(Input material)

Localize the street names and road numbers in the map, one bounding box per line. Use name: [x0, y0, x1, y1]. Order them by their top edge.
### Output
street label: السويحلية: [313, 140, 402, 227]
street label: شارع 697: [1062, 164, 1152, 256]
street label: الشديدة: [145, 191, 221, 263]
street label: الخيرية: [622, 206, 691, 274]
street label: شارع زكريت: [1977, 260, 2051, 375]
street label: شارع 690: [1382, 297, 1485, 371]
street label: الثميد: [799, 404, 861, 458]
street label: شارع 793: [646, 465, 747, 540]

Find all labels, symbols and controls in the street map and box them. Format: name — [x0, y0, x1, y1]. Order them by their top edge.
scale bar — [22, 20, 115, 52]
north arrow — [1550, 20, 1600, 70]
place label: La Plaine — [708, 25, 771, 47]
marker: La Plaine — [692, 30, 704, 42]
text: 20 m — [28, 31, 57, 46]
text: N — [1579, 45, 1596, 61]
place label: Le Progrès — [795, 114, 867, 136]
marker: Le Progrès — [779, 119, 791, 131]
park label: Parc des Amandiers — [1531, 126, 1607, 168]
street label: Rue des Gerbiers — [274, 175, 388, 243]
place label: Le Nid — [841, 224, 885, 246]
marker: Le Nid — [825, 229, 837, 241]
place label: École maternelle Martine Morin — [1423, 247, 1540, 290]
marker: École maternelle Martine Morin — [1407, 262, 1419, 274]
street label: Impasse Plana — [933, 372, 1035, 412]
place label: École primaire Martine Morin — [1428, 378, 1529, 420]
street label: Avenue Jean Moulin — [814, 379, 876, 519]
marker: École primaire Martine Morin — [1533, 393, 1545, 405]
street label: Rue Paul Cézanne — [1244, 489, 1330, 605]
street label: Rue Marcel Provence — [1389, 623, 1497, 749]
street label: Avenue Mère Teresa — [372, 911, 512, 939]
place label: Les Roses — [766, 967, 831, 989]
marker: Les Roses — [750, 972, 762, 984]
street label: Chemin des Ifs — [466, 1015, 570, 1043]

(End Input material)

What you are asked to do = The records above must be reproduced word for word.

Output for this task =
Localize the street names and road numbers in the map, one bounding box per line. Use name: [x0, y0, x1, y1]. Order them by their top edge.
### Output
street label: السويحلية: [313, 140, 402, 227]
street label: شارع 697: [1062, 164, 1152, 256]
street label: الشديدة: [145, 191, 221, 263]
street label: الخيرية: [622, 206, 691, 274]
street label: شارع زكريت: [1977, 260, 2051, 375]
street label: شارع 690: [1382, 297, 1485, 371]
street label: الثميد: [799, 404, 861, 458]
street label: شارع 793: [646, 465, 747, 540]

Find all labels, symbols and controls in the street map and box them. Format: name — [x0, y0, x1, y1]. Order them by their top edge.
scale bar — [22, 20, 115, 52]
north arrow — [1550, 20, 1600, 70]
place label: La Plaine — [708, 25, 771, 47]
marker: La Plaine — [692, 30, 704, 42]
text: 20 m — [28, 31, 57, 46]
text: N — [1579, 45, 1596, 61]
place label: Le Progrès — [795, 114, 867, 136]
marker: Le Progrès — [779, 119, 791, 131]
park label: Parc des Amandiers — [1531, 126, 1607, 168]
street label: Rue des Gerbiers — [274, 175, 388, 243]
place label: Le Nid — [841, 224, 885, 246]
marker: Le Nid — [825, 229, 837, 241]
place label: École maternelle Martine Morin — [1423, 247, 1540, 290]
marker: École maternelle Martine Morin — [1407, 262, 1419, 274]
street label: Impasse Plana — [933, 372, 1035, 412]
place label: École primaire Martine Morin — [1428, 378, 1529, 420]
street label: Avenue Jean Moulin — [814, 379, 876, 519]
marker: École primaire Martine Morin — [1533, 393, 1545, 405]
street label: Rue Paul Cézanne — [1244, 489, 1330, 605]
street label: Rue Marcel Provence — [1389, 623, 1497, 749]
street label: Avenue Mère Teresa — [372, 911, 512, 939]
place label: Les Roses — [766, 967, 831, 989]
marker: Les Roses — [750, 972, 762, 984]
street label: Chemin des Ifs — [466, 1015, 570, 1043]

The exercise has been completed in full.